[Collected data]
● ● ● ● ● ● ●

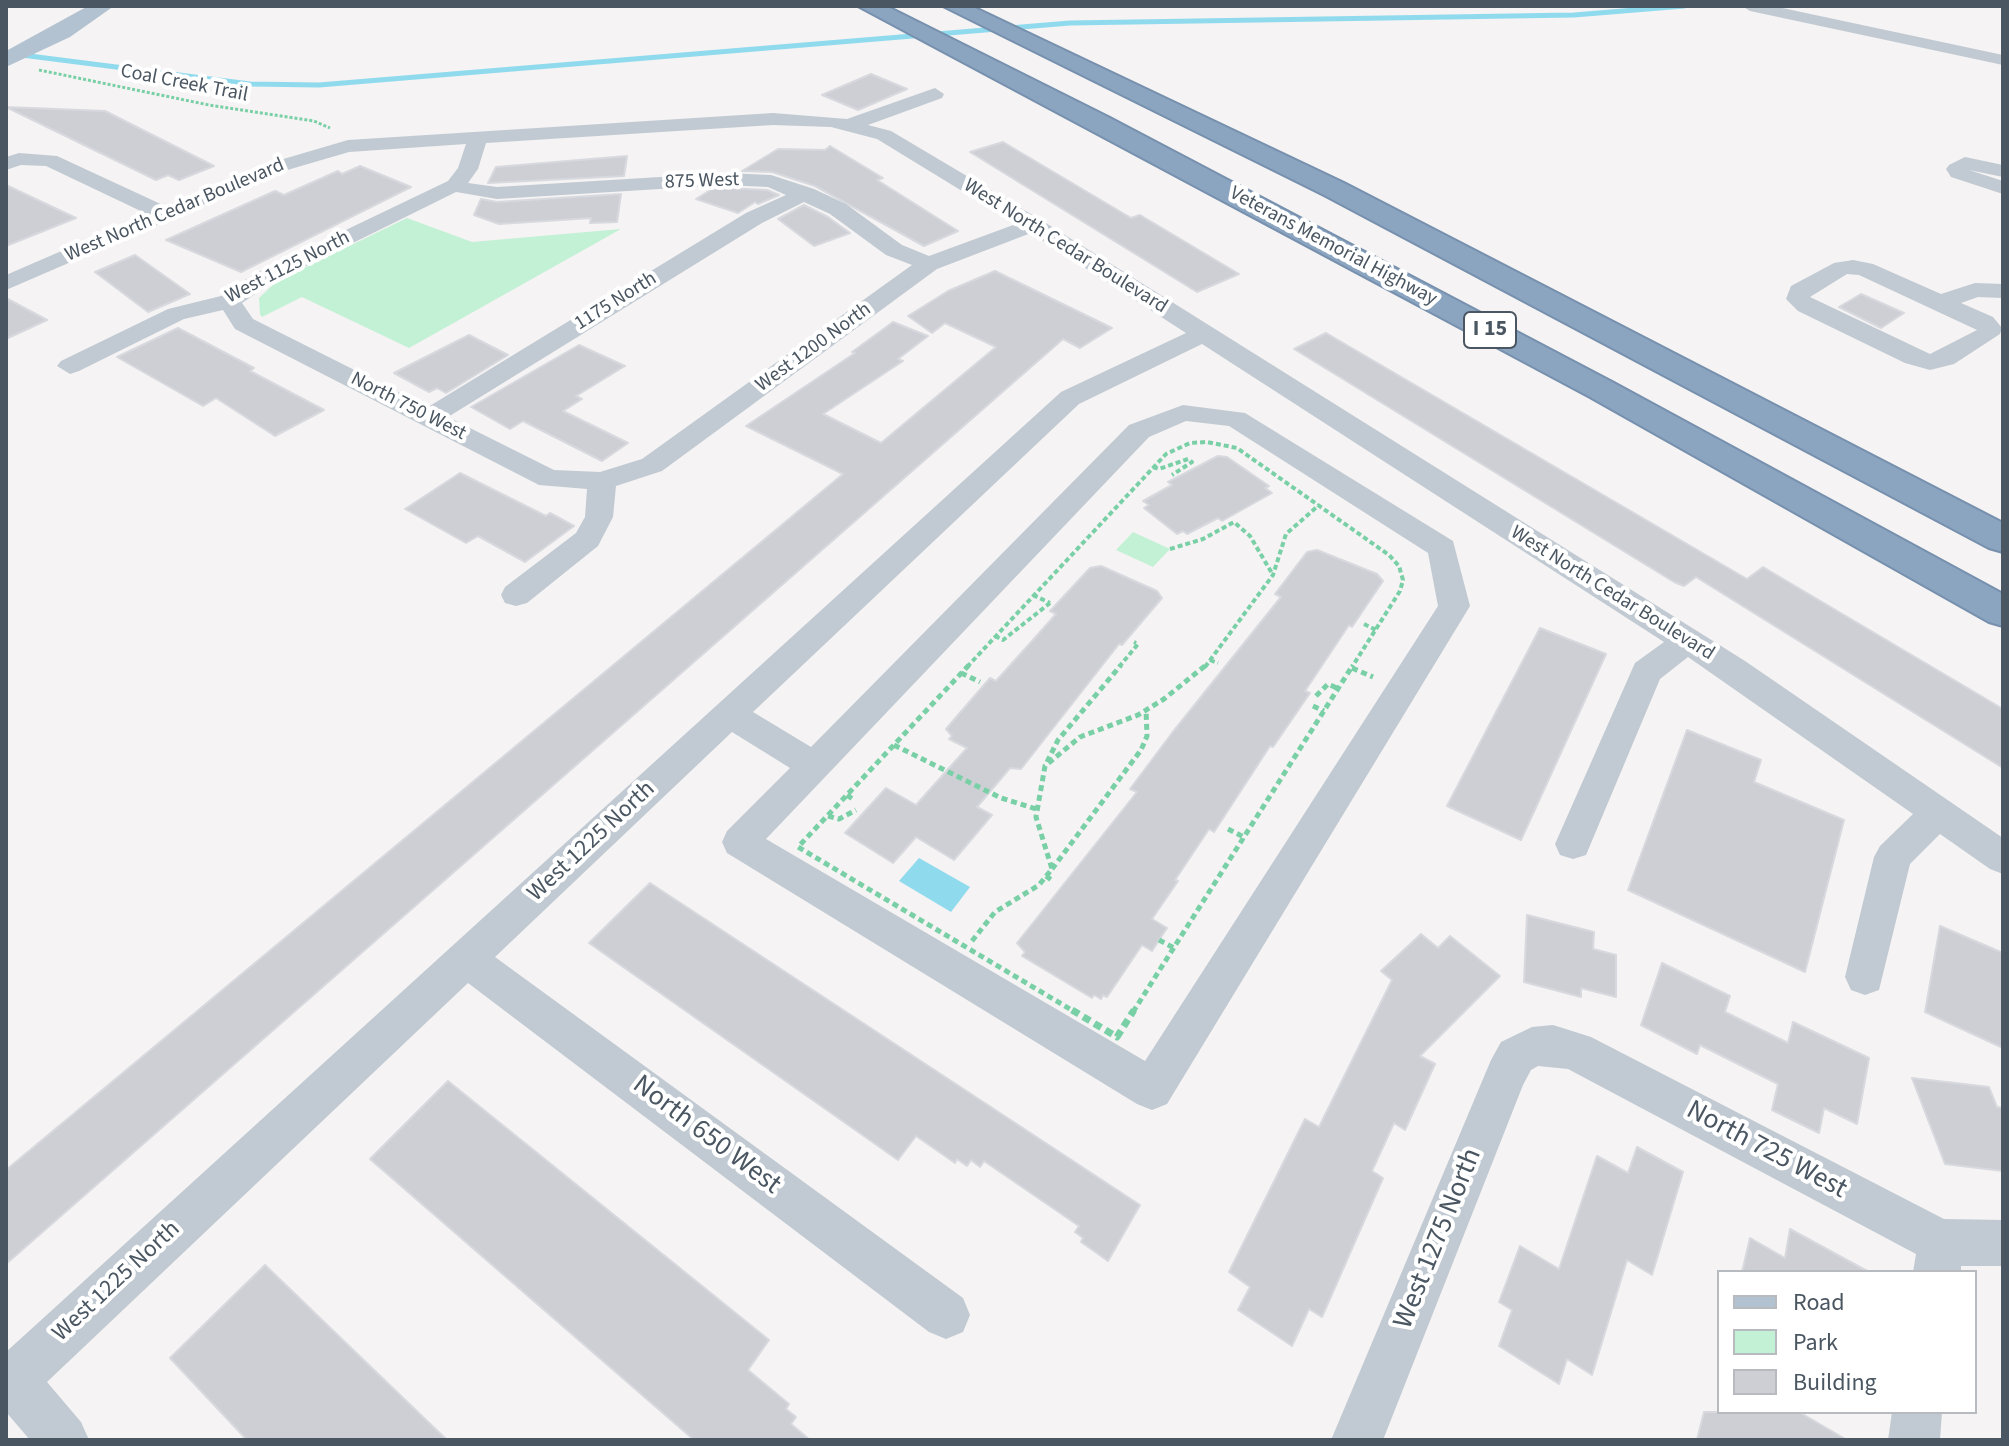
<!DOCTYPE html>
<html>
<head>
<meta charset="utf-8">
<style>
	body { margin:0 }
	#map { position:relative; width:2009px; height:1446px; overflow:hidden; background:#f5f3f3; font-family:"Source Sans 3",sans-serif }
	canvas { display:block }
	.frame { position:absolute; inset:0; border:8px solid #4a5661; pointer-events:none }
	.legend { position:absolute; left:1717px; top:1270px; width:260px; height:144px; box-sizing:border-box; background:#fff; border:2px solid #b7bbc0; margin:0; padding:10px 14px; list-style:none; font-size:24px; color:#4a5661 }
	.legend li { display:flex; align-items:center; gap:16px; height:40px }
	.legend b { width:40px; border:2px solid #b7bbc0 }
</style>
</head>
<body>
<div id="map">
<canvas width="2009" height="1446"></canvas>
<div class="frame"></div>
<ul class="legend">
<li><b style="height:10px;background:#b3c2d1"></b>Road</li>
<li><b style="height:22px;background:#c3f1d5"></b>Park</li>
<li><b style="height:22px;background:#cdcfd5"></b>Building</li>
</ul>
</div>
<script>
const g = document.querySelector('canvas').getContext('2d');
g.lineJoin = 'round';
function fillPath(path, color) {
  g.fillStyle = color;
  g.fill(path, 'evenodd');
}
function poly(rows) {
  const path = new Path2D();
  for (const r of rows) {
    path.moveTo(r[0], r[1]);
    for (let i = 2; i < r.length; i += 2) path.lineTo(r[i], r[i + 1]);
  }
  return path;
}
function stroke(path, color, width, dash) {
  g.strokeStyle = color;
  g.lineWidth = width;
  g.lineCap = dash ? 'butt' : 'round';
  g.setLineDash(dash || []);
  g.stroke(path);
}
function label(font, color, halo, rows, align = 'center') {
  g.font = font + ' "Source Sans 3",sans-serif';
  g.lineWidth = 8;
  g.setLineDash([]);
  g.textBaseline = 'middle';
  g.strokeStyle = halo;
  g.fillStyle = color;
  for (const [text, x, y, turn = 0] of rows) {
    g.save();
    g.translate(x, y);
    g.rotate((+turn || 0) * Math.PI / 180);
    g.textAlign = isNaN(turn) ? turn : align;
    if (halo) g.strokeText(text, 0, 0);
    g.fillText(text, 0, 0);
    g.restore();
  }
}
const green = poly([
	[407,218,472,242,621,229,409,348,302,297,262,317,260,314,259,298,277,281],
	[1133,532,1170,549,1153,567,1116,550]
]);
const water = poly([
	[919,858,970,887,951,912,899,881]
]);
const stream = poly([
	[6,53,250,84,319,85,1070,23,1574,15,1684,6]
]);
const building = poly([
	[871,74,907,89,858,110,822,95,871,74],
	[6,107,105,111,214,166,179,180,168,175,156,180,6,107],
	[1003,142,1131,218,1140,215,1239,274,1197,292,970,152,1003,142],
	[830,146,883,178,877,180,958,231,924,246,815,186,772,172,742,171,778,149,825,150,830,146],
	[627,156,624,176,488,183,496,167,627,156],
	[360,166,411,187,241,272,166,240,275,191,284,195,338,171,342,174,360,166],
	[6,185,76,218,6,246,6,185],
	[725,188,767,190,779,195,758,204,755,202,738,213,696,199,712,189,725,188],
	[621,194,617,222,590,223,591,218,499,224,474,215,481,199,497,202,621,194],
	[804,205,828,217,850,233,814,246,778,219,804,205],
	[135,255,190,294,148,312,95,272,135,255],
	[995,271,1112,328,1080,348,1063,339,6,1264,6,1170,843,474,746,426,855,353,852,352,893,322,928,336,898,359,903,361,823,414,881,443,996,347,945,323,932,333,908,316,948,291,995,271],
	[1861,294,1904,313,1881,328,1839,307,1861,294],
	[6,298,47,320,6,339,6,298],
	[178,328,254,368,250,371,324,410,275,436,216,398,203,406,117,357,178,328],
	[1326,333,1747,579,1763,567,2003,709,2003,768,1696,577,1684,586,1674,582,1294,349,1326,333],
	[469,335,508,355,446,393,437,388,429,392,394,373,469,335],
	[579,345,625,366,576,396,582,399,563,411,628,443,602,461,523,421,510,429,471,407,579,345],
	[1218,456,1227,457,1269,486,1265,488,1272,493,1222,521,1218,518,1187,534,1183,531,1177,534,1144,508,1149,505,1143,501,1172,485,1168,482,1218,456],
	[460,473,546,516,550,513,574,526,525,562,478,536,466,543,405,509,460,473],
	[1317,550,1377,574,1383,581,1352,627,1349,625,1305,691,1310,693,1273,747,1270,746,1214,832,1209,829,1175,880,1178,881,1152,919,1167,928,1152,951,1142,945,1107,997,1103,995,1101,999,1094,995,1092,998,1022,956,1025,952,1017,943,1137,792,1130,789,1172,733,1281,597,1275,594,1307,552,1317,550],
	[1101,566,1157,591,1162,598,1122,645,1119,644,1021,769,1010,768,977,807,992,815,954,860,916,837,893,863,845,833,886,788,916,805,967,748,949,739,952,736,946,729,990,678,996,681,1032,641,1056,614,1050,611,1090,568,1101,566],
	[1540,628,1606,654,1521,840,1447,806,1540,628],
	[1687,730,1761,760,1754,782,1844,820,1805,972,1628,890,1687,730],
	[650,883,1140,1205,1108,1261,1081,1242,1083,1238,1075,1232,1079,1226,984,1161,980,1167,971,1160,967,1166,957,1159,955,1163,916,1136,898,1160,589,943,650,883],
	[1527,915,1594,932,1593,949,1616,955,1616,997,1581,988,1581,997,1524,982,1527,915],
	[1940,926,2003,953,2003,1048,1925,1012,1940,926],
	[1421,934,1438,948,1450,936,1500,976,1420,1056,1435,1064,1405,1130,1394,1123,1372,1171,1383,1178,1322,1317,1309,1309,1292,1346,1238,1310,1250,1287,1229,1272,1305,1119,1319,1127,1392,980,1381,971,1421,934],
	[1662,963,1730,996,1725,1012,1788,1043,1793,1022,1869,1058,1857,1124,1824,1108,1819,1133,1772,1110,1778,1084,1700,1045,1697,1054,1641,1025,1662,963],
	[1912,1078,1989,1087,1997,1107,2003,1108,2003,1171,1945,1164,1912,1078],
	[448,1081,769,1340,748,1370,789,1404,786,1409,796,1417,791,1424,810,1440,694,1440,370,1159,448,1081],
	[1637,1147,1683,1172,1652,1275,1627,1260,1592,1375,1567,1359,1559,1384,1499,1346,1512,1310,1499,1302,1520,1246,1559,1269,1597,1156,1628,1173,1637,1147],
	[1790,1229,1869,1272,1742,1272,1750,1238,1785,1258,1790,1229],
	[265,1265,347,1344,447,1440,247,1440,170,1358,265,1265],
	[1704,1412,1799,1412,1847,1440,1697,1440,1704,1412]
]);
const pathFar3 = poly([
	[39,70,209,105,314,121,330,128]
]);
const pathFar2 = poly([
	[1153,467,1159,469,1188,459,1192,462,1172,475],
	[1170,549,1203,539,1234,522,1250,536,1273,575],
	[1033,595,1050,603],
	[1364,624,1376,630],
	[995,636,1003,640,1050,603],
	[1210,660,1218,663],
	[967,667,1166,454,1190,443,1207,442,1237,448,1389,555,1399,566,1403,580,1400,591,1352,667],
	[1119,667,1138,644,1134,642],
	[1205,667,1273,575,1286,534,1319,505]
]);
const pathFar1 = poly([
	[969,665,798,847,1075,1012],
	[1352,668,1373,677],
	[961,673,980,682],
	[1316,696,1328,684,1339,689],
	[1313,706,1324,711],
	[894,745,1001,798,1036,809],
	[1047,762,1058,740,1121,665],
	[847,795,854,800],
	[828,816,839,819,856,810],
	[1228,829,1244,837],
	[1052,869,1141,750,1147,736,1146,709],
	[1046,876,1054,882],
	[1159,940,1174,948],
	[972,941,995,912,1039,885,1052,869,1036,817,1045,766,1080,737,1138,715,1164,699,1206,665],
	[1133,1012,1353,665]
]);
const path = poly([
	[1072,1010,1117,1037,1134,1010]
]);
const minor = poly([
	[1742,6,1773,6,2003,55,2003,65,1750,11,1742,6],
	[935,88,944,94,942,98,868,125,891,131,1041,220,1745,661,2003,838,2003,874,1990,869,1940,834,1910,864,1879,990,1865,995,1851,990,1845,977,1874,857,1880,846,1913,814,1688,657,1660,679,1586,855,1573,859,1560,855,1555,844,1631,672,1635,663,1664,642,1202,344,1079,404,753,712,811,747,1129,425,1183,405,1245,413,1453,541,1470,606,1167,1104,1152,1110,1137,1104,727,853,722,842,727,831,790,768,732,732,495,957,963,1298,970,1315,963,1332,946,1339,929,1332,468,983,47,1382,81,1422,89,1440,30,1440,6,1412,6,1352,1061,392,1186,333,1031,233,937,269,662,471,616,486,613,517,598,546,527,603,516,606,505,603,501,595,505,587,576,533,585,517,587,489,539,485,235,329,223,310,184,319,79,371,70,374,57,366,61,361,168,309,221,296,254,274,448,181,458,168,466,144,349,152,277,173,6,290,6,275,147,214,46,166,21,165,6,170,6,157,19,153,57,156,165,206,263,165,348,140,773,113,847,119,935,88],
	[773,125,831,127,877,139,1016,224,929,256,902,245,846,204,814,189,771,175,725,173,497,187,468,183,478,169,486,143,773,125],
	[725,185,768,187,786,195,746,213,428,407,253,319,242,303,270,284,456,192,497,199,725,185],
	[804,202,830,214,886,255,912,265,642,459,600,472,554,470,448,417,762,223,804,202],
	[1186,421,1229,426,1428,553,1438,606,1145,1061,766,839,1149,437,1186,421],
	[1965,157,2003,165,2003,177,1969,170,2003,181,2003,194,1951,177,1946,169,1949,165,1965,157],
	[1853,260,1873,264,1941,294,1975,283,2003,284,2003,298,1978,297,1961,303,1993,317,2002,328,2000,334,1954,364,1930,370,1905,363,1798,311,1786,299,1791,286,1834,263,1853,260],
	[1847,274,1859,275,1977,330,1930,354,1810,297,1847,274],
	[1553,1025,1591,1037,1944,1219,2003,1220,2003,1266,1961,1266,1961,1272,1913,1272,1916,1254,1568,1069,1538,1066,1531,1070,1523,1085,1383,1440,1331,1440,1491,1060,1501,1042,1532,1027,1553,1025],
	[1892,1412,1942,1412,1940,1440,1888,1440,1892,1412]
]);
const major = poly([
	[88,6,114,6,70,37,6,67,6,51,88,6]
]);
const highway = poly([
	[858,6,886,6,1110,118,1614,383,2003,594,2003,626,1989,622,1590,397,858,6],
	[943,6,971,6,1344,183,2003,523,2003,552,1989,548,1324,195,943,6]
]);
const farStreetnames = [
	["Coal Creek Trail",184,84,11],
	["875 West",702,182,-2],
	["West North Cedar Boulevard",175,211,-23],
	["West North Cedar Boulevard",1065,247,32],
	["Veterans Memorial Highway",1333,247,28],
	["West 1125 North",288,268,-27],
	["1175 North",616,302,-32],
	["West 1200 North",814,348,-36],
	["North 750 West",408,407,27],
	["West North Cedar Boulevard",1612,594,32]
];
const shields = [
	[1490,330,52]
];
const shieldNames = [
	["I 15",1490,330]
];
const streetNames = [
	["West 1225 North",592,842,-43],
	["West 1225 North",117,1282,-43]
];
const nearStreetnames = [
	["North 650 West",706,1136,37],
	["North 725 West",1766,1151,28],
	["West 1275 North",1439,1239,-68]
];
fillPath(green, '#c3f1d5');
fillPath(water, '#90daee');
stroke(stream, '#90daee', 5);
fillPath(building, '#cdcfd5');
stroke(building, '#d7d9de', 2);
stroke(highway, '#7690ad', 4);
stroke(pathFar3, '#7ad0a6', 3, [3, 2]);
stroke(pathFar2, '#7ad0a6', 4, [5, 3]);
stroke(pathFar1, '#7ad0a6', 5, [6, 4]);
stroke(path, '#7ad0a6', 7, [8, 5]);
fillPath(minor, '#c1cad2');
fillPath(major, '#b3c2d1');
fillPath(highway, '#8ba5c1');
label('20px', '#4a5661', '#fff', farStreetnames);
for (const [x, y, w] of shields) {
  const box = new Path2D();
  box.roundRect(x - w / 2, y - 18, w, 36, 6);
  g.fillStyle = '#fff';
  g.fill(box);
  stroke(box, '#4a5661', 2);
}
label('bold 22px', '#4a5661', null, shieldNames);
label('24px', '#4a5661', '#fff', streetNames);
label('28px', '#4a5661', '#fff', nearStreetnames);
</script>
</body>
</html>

● ● ● ● ● ● ●

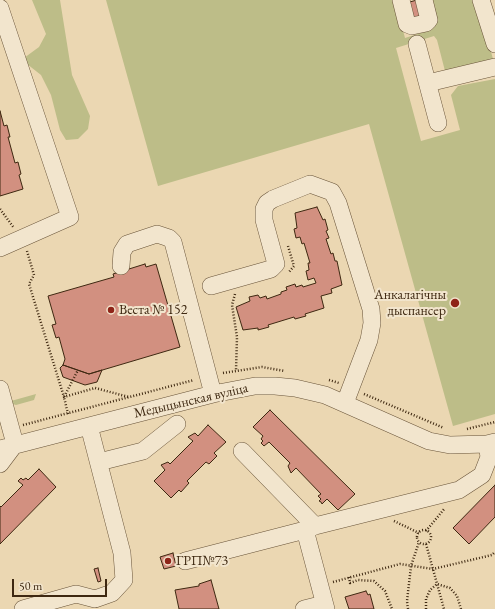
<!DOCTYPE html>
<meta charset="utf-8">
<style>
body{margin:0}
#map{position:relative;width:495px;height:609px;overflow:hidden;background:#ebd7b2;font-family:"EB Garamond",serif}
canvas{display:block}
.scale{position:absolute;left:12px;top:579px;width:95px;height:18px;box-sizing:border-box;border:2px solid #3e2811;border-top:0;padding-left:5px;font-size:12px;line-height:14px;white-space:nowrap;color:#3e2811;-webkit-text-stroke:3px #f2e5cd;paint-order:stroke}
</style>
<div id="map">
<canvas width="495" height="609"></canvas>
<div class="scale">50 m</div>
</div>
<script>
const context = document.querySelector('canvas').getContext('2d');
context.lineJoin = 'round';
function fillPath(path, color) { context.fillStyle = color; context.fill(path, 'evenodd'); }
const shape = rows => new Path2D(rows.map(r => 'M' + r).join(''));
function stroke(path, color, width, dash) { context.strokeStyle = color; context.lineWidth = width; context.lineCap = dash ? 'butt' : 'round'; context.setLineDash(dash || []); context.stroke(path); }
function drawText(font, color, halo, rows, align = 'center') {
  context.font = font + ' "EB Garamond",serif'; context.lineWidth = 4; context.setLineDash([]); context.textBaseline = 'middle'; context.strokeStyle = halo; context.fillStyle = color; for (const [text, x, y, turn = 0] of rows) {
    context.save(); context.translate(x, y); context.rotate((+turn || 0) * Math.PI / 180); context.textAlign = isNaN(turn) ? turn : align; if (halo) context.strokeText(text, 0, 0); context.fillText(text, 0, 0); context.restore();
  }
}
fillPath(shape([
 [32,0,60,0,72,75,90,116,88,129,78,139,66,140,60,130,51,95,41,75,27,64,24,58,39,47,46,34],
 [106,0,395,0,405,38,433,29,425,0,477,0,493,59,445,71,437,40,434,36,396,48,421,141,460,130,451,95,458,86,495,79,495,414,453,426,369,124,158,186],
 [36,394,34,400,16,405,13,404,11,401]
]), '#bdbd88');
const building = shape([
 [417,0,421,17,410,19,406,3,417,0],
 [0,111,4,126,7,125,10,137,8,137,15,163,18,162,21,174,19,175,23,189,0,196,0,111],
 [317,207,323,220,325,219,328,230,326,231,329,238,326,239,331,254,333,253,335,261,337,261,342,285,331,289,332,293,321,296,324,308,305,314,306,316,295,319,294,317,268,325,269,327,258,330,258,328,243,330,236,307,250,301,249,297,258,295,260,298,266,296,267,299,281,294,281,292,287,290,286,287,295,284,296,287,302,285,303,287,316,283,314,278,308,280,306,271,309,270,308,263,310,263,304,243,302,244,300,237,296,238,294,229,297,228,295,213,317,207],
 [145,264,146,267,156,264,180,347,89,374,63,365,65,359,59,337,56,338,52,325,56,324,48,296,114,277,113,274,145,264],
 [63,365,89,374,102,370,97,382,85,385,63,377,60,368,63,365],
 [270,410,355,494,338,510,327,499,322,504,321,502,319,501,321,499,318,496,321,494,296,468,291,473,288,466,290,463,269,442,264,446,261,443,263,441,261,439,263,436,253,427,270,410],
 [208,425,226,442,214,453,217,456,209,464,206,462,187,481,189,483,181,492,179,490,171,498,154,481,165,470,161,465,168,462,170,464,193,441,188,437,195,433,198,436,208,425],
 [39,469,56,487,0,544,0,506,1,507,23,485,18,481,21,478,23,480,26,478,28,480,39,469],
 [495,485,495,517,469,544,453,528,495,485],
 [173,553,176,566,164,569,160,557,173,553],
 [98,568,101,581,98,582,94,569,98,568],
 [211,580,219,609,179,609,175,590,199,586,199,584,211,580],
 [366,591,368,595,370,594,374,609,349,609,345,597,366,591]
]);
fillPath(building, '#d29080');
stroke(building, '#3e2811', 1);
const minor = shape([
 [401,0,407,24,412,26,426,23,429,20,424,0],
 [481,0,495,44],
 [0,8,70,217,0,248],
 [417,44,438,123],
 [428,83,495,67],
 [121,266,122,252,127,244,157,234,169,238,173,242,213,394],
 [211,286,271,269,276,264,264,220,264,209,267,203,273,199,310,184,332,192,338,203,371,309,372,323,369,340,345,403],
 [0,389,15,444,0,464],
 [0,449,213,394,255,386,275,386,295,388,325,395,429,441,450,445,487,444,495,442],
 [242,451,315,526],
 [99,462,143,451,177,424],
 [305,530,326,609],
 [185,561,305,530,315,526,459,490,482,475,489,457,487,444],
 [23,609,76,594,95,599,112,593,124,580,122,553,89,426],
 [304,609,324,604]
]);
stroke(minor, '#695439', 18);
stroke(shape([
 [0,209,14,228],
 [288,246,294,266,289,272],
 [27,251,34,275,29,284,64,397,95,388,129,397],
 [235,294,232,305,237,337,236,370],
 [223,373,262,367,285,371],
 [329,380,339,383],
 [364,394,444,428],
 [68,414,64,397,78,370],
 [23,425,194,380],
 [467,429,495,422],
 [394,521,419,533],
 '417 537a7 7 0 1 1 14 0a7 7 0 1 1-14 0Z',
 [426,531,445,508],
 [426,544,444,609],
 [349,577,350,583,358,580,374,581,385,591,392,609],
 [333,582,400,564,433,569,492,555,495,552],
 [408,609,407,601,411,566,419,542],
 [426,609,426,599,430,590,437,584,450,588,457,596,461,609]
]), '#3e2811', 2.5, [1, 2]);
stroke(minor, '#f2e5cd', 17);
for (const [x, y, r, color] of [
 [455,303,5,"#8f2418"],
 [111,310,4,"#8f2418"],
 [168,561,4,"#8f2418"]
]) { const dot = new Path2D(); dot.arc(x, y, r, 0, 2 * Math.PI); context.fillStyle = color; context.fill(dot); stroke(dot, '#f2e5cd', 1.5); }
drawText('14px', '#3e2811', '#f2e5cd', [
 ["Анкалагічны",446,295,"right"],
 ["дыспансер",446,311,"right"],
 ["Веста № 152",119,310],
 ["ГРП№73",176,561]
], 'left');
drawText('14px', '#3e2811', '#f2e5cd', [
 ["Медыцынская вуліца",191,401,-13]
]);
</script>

● ● ● ● ● ● ●

** WHAT YOU HAVE TO DO **
Give again exactly, and only, the lines above starting at the one with "const g = document.querySelector('canvas').getContext('2d');" and ending at the one with "g.font = font".

** RESULT **
const g = document.querySelector('canvas').getContext('2d');
g.lineJoin = 'round';
function fillPath(path, color) {
  g.fillStyle = color;
  g.fill(path, 'evenodd');
}
function poly(rows) {
  const path = new Path2D();
  for (const r of rows) {
    path.moveTo(r[0], r[1]);
    for (let i = 2; i < r.length; i += 2) path.lineTo(r[i], r[i + 1]);
  }
  return path;
}
function stroke(path, color, width, dash) {
  g.strokeStyle = color;
  g.lineWidth = width;
  g.lineCap = dash ? 'butt' : 'round';
  g.setLineDash(dash || []);
  g.stroke(path);
}
function label(font, color, halo, rows, align = 'center') {
  g.font = font + ' "Source Sans 3",sans-serif';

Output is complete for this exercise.